As I faced these amazingly resilient women, I asked each of them to tell me about the sparks that had ignited their recovery journey.  Each of them talked about the role their outreach worker had played in their lives.  The following comments were typical.

I couldn’t get rid of that women.  She came and just kept coming back–even tried talking to me through the locked door of a crack house.  She wore me down. She followed me into Hell and brought me back.

(Describing the first day she went to treatment–after eight weeks of outreach contacts)  It was like a thousand other days.  My babies had been taken and I was out there in the life.  I’d stopped by my place to pick up some clothes and there was a knock on the door. And here was this crazy lady one more time, looking like she was happy to see me.  I looked at her and said, Don’t say a word; Let’s go (for an assessment at the treatment center).  She saw something in me that I didn’t see in myself, so I finally just took her word for it and gave this thing (recovery) a try.

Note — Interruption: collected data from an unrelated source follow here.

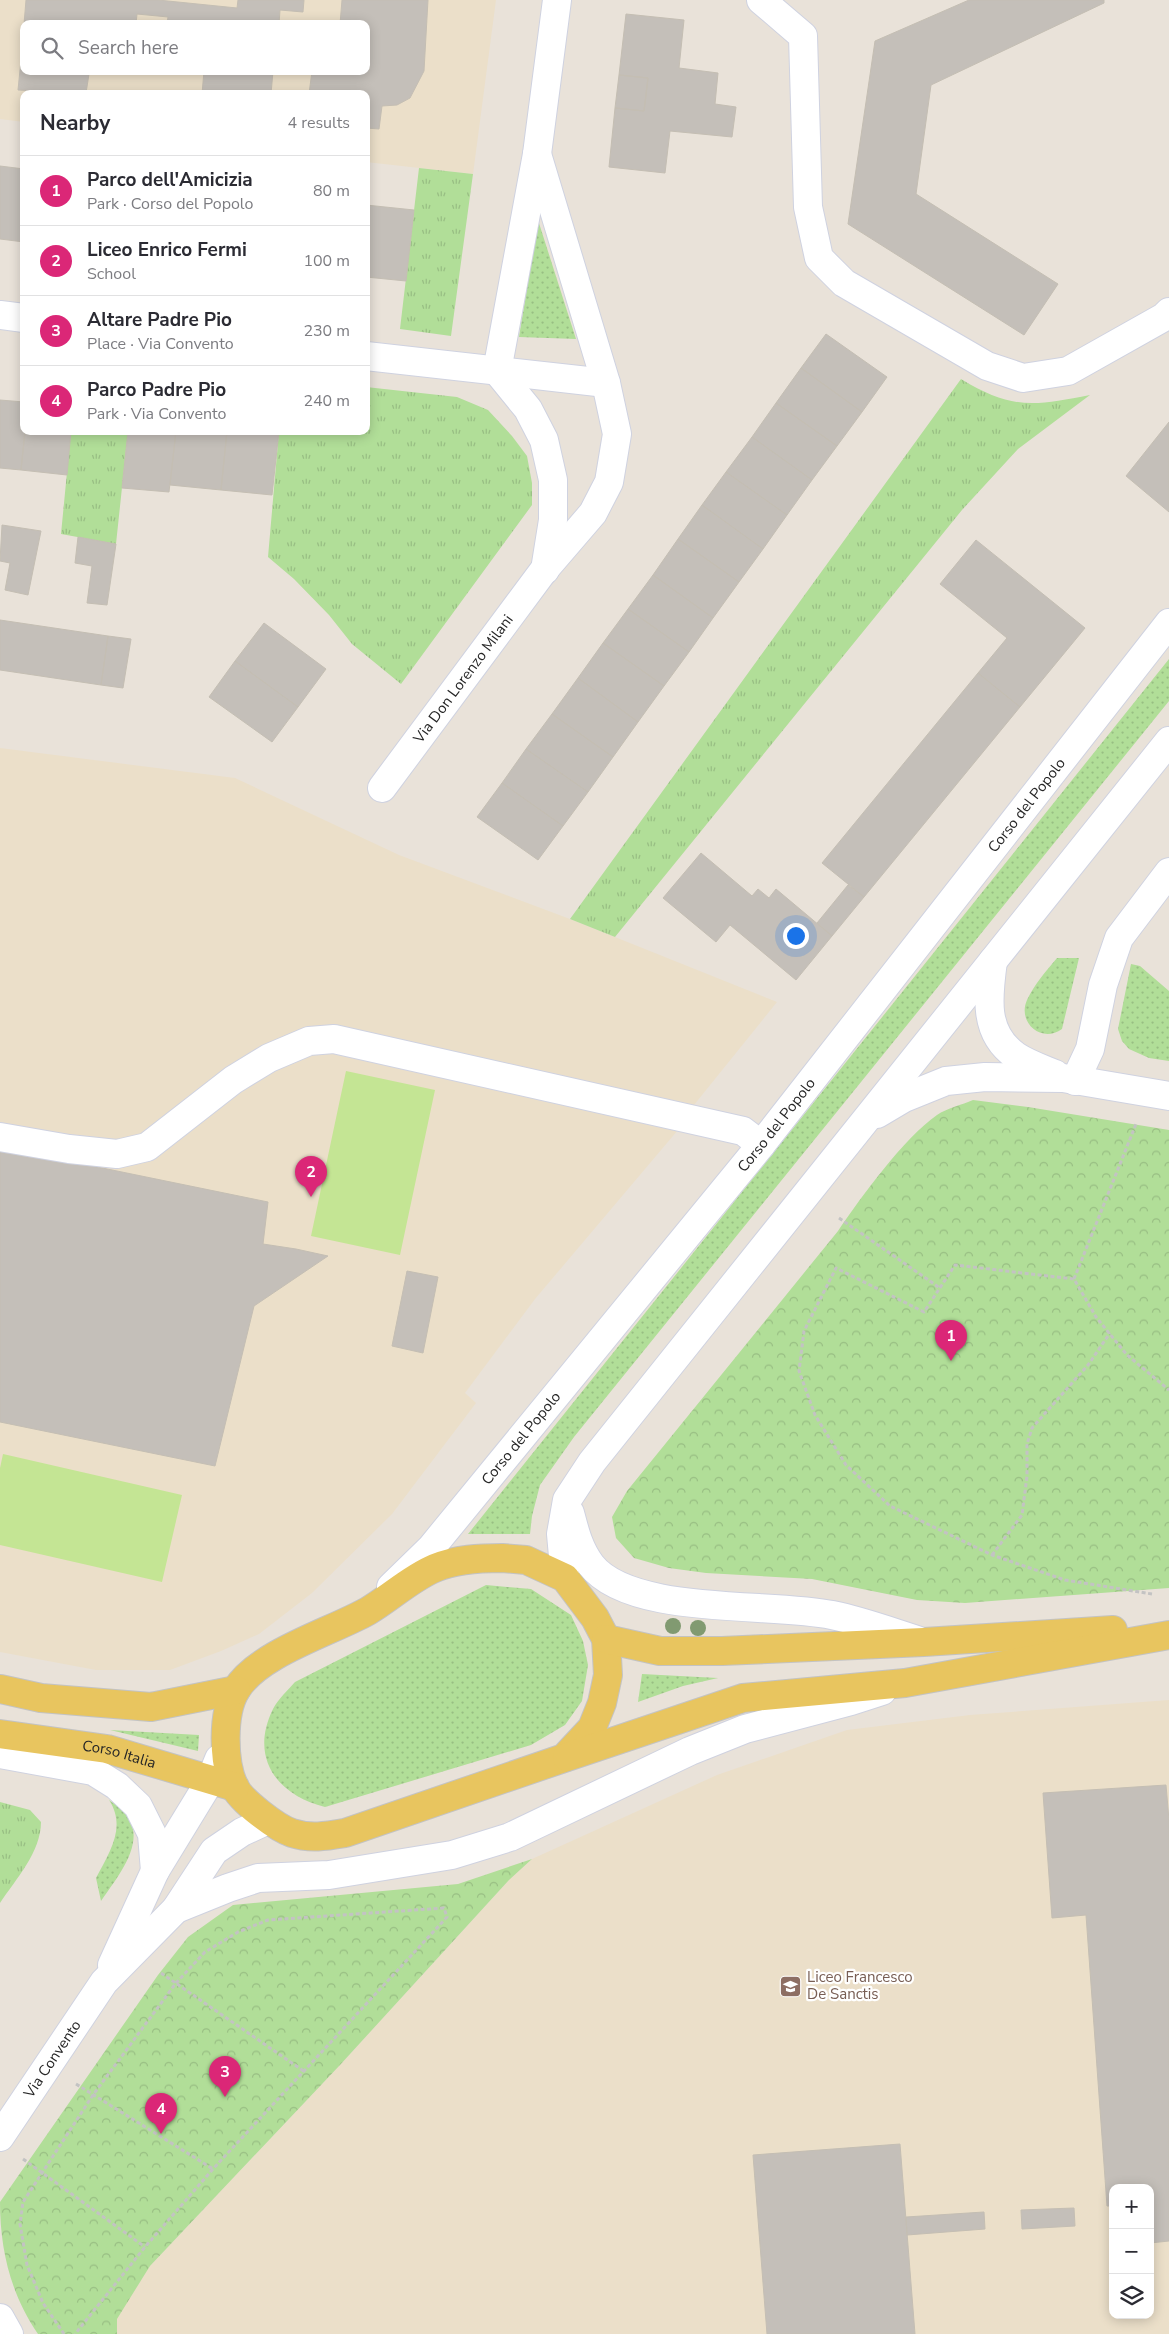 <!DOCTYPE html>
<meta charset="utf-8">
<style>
body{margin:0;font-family:"Nunito Sans",sans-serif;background:#f7f7f7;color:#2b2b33}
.controls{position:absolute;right:15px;bottom:15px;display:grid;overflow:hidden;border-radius:10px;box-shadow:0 2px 12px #0003}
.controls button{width:45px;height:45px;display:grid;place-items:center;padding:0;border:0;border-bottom:1px solid #e1e1e2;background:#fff;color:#2b2b33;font:25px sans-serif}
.you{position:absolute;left:795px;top:935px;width:18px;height:18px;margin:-12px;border:4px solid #fff;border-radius:50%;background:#1a73e8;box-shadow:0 0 0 8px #1a73e833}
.badge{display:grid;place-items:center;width:32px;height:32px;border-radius:50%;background:#db2777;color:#fff;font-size:16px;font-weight:700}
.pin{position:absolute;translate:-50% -41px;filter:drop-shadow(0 1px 2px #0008)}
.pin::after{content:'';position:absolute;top:26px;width:18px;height:15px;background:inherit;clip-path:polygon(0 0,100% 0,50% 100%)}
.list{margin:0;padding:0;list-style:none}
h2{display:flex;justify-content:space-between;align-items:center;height:65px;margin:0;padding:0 20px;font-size:21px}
h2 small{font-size:16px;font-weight:400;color:#7c7c81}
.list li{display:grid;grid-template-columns:32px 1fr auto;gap:15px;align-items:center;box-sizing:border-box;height:70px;padding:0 20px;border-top:1px solid #e1e1e2}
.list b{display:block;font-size:19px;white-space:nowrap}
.list p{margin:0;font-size:16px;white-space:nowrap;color:#7c7c81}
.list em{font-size:16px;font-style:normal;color:#7c7c81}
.icon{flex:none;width:28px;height:28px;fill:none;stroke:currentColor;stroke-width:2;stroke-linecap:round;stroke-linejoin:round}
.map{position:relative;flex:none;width:1169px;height:2334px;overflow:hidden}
.search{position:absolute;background:#fff;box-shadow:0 2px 12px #0003;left:20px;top:20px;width:350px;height:55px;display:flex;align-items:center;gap:12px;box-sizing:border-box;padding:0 18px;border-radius:10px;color:#7c7c81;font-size:19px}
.panel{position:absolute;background:#fff;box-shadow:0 2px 12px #0003;left:20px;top:90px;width:350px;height:345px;border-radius:10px}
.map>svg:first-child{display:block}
.education{fill:#ebdfc9;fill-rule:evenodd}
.grass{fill:url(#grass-tufts)}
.forest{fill:url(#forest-crowns)}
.garden{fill:url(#garden-dots)}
.pitch{fill:#c4e594}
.building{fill:#c4bfb9;stroke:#c4beb3}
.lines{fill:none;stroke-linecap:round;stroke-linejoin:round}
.minor-casing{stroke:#cfd2e0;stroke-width:30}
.major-casing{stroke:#c3c3c3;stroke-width:30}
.path{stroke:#c3c3c3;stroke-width:3;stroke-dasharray:4 2.5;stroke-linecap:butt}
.minor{stroke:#fff;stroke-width:28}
.major{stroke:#e8c55f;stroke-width:28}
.tree{fill:#819a71}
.labels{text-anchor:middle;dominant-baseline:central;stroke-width:4.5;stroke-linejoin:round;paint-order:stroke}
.street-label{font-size:15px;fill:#272727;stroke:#fff}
.education-label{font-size:15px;fill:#785e54;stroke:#fff;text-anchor:start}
</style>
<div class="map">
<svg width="1169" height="2334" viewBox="0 0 1169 2334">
<defs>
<pattern id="grass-tufts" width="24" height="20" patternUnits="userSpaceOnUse" patternTransform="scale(1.25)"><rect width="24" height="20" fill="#b1de98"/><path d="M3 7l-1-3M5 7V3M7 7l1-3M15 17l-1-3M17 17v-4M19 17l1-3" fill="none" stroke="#98be83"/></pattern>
<pattern id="forest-crowns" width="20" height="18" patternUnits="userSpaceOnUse" patternTransform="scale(1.25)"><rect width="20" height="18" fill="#b1de98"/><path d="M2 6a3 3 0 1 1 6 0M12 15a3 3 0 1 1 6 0" fill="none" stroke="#98be83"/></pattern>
<pattern id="garden-dots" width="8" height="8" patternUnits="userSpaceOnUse" patternTransform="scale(1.25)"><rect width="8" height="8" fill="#b1de98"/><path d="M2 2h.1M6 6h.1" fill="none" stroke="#98be83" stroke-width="1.8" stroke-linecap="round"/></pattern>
</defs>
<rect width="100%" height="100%" fill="#e9e2d9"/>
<path class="education" d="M 0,0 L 496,0 L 473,174 L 366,162 L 366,94 L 24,94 L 24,122 L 0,119 ZM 24,24 L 366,24 L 366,71 L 24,71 Z
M 0,748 L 235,778 L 399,855 L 570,919 L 777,1002 L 694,1105 L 678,1130 L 535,1299 L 465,1393 L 476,1403 L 392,1514 L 312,1593 L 259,1634 L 221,1651 L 170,1670 L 96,1670 L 0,1652 Z
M 1169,1700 L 1169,2334 L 117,2334 L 116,2319 L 150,2266 L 340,2065 L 509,1880 L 532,1859 L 717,1775 L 847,1730 L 970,1715 ZM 1113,2188 L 1150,2188 L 1150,2315 L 1113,2315 Z"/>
<path class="grass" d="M 419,168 L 473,174 L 451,336 L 400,329 Z
M 961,379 C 1012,410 1034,406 1090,395 L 1018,449 L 962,510 L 615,937 L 570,919 Z
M 366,387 L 457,397 L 488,410 L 512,436 L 527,456 L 532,483 L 532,505 L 401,684 L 352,644 L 329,615 L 294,579 L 268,557 L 279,431 L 366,431 Z
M 71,431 L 128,431 L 116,544 L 61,534 Z
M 0,1802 L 30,1810 L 41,1822 C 41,1852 16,1879 0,1903 Z"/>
<path class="forest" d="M 973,1100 L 1028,1107 L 1169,1130 L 1169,1588 L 965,1603 L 917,1600 L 812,1579 L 706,1573 L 669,1568 L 634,1558 L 616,1538 L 612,1517 L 627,1491 L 838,1231 C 861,1197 904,1138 937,1115 C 947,1108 962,1105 973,1100 Z
M 532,1859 L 509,1880 L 340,2065 L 150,2266 L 117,2319 L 117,2334 L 38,2334 C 11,2295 0,2250 0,2202 L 158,1975 L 188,1937 L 233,1905 L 458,1884 Z"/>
<path class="garden" d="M 538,220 L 576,339 L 519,337 Z
M 1169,659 L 1169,701 L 574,1437 L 540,1485 L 532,1516 L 530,1534 L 468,1534 Z
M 1057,958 L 1079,958 L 1062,1029 C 1041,1044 1017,1022 1027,1000 C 1034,985 1046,971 1057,958 Z
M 1131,964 L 1140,966 L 1169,991 L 1169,1061 L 1149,1058 L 1129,1049 L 1122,1041 L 1118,1029 Z
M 486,1585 L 531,1589 L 571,1615 L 583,1641 L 588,1665 L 582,1701 L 565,1725 L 531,1745 L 325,1807 C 277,1795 249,1758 273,1709 C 278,1699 288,1690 295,1682 Z
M 642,1674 L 718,1678 L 683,1686 L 638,1702 Z
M 110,1730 L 199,1735 L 198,1751 Z
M 109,1800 C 114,1804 121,1808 125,1812 C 149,1841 117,1877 101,1901 L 96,1878 C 109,1853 127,1827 109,1800 Z"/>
<path class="pitch" d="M 346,1071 L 435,1090 L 400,1255 L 311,1236 Z
M 3,1454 L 182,1495 L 162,1582 L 0,1545 L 0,1468 Z"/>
<path class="building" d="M 26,0 L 158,0 L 237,8 L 238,0 L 304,0 L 303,12 L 280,10 L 279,24 L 167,24 L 168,17 L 137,14 L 136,24 L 24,24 Z
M 342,0 L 428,0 L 424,71 L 410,98 L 397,105 L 382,106 L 379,129 L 366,128 L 366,94 L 309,94 L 312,71 L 366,71 L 366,24 L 340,24 Z
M 969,0 L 1104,0 L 1104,3 L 931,85 L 916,194 L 1058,284 L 1024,335 L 848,224 L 875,41 Z
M 626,14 L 684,20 L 679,68 L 718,73 L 715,104 L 736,107 L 732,137 L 670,131 L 665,173 L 609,167 L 615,108 L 644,111 L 648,78 L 619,75 Z
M 24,30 L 24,71 L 104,71 L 89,74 L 86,93 L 18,90 Z
M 204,71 L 273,71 L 271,94 L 202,94 Z
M 619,75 L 648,78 L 644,111 L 615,108 Z
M 0,166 L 24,169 L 24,242 L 0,239 Z
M 366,205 L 414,210 L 406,281 L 366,277 Z
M 826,334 L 887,377 L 862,412 L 801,368 Z
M 801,368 L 862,412 L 837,446 L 776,403 Z
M 0,400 L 24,402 L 25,431 L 21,470 L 0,468 Z
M 776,403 L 837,446 L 812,480 L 752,437 Z
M 1169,422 L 1169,512 L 1126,476 Z
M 25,431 L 71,431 L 67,475 L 21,470 Z
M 128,431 L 176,431 L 169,492 L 122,488 Z
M 176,431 L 227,431 L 221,490 L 170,485 Z
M 227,431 L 279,431 L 272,495 L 221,490 Z
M 752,437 L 812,480 L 787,515 L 726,472 Z
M 726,472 L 787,515 L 763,549 L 702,505 Z
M 702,505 L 763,549 L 739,582 L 678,539 Z
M 2,525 L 41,531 L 28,595 L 5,590 L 10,563 L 0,561 Z
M 78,537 L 116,544 L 107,605 L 87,603 L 92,566 L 75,563 Z
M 678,539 L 739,582 L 713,618 L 653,575 Z
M 976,540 L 1085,628 L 1020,707 L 978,673 L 1007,638 L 940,584 Z
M 653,575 L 713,618 L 689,652 L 628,609 Z
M 628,609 L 689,652 L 664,686 L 603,643 Z
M 0,620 L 108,636 L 101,685 L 0,670 Z
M 264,623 L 326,669 L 298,707 L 235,661 Z
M 108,636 L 131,639 L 123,688 L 101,685 Z
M 603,643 L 664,686 L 638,722 L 578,678 Z
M 235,661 L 298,707 L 272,742 L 209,697 Z
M 978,673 L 1020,707 L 864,897 L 822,863 Z
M 578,678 L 638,722 L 613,757 L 552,714 Z
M 552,714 L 613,757 L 588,792 L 526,749 Z
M 526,749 L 588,792 L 563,826 L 502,783 Z
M 502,783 L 563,826 L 538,860 L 477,817 Z
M 701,853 L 752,896 L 758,889 L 769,898 L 776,889 L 832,936 L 796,980 L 730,925 L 716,942 L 663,898 Z
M 848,885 L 864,897 L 832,936 L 817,923 Z
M 0,1147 L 268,1202 L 263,1244 L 296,1249 L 328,1256 L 254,1306 L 215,1466 L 0,1422 Z
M 407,1271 L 438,1277 L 423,1353 L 392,1346 Z
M 1166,1785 L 1169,1820 L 1169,2241 L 1150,2243 L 1150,2188 L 1113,2188 L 1113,2206 L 1107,2206 L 1086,1915 L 1052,1918 L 1043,1793 Z
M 900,2144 L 915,2334 L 767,2334 L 753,2155 Z
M 1074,2208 L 1075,2226 L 1022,2229 L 1021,2210 Z
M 984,2212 L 985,2229 L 907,2235 L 906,2217 Z"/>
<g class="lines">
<defs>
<g id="minor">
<path d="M 761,0 L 803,36 L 808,207 L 819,258 L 844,283 L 987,366 L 1023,378 L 1068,371 L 1164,317 L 1169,312"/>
<path d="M 0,315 L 24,318"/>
<path d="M 366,356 L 606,383"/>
<path d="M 545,570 L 553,520 L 553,480 L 544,440 L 528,409 L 497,371 L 537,154 L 557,0"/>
<path id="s1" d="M 382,788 L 544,570 L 593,513 L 609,482 L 617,434 L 606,383 L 537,154"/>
<path d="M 993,961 C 988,997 983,1033 1016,1056 C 1028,1064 1043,1069 1055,1074"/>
<path d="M 1075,1081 L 1090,1049 L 1103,985 L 1119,938 L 1169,872"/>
<path d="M 877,1114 L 904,1098 L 946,1081 L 985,1077 L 1063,1078 L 1169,1096"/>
<path d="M 0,1137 L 69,1149 L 117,1154 L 147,1147 L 233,1080 L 269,1058 L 309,1041 L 334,1039 L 743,1131 L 761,1145"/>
<path d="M 570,1513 C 575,1532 579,1549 591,1565 C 631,1616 772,1602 832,1615 C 862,1621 891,1632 920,1641"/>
<path d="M 565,1578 L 561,1534 L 567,1500 L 592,1462 L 1169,741"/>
<path id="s2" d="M 391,1587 L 431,1548 L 761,1145 L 1169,623"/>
<path d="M 0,1754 L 93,1771 L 117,1786 L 138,1806 L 152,1834 L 155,1871"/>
<path d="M 176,1909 L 228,1888 L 258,1878 L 329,1875 L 452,1855 L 510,1837 L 690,1751 L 745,1729 L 851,1701 L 882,1691"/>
<path d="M 112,1965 L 155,1871 L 210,1781 L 219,1759"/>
<path id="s3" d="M 0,2137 L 104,1982 L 176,1909 L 214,1851 L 242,1832 L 268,1820"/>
<path d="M 0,2318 L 9,2334"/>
</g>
<g id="major">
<path d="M 502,1558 L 526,1560 L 565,1578 L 595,1618 L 606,1639 L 608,1675 L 602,1703 L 592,1728 L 564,1758 L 345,1833 C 327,1836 310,1839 292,1833 C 277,1828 241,1801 234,1786 C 223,1762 222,1713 236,1690 C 258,1653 331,1632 368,1611 C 390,1598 411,1578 435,1568 C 456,1559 480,1558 502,1558 Z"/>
<path d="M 606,1639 L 660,1651 L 722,1651 L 924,1642 L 1113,1630"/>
<path d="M 0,1689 L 41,1698 L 151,1707 L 236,1690"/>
<path id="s4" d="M 0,1734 L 107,1749 L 235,1787"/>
<path d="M 567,1757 L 743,1698 L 905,1683 L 1169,1635"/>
</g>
</defs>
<use href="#minor" class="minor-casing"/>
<use href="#major" class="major-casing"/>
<path class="path" d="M 839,1218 L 940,1288
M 1074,1279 L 1136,1124
M 992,1555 L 1022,1515 L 1027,1476 L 1027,1444 L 1032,1428 L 1088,1365 L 1110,1333
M 1152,1594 L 1065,1580 L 992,1555 L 890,1506 L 846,1465 L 815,1415 L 799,1371 L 804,1331 L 836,1268 L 924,1312 L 955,1265 L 1074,1279 L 1096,1317 L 1127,1355 L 1169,1390
M 161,1973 L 305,2072
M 76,2084 L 213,2169
M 23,2159 L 145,2247
M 64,2334 L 43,2303 L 27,2265 L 20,2224 L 23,2202 L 93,2095 L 176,1983 L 205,1952 L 238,1932 L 268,1920 L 444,1908 L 447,1917 L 213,2169 L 145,2247 L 75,2334"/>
<use href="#minor" class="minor"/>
<use href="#major" class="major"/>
</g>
<g class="tree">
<circle cx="673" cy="1626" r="8"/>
<circle cx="698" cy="1628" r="8"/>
</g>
<defs>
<symbol id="school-square" viewBox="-11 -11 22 22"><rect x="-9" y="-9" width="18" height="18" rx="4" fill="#8d6e63" stroke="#fff"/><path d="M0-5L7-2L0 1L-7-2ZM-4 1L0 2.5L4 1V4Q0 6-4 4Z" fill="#fff"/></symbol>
</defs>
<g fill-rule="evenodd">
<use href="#school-square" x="778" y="1974" width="25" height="25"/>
</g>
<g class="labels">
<g class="street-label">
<text stroke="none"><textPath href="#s1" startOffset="136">Via Don Lorenzo Milani</textPath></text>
<text stroke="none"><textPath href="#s2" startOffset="1008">Corso del Popolo</textPath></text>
<text stroke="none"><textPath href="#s2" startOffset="602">Corso del Popolo</textPath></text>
<text stroke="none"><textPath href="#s2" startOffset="198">Corso del Popolo</textPath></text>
<text stroke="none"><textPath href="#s4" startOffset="121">Corso Italia</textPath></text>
<text stroke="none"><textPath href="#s3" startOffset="94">Via Convento</textPath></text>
</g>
<g class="education-label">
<text x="807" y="1977">Liceo Francesco<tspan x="807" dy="17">De Sanctis</tspan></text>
</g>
</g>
</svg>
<div class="controls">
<button>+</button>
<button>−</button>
<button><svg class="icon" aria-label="layers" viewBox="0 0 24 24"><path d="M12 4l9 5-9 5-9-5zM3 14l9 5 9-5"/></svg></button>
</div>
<div class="you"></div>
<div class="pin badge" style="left:951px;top:1361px">1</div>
<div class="pin badge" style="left:311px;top:1197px">2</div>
<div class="pin badge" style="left:225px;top:2097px">3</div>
<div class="pin badge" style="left:161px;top:2134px">4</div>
<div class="search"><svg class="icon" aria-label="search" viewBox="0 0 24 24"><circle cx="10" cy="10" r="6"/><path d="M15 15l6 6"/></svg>Search here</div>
<section class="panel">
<h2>Nearby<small>4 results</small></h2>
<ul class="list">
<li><span class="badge">1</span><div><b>Parco dell'Amicizia</b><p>Park · Corso del Popolo</p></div><em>80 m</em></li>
<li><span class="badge">2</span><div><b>Liceo Enrico Fermi</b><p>School</p></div><em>100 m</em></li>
<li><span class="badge">3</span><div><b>Altare Padre Pio</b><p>Place · Via Convento</p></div><em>230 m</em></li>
<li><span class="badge">4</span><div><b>Parco Padre Pio</b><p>Park · Via Convento</p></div><em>240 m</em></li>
</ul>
</section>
</div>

And she kept sending me those mushy notes–you know the kind I’m talking about.  (Actually, I had no idea what she was talking about.)  You know, the kind that say, “Hope you’re having a good day, I’m thinking about you, hope you are doing well” and all that stuff.  I treated her pretty bad the first time she came, but she hung in there and wouldn’t give up on me.  I can’t imagine where I would be today if she hadn’t kept coming back. She hung in with me through all the ups and downs of treatment and getting my kids back.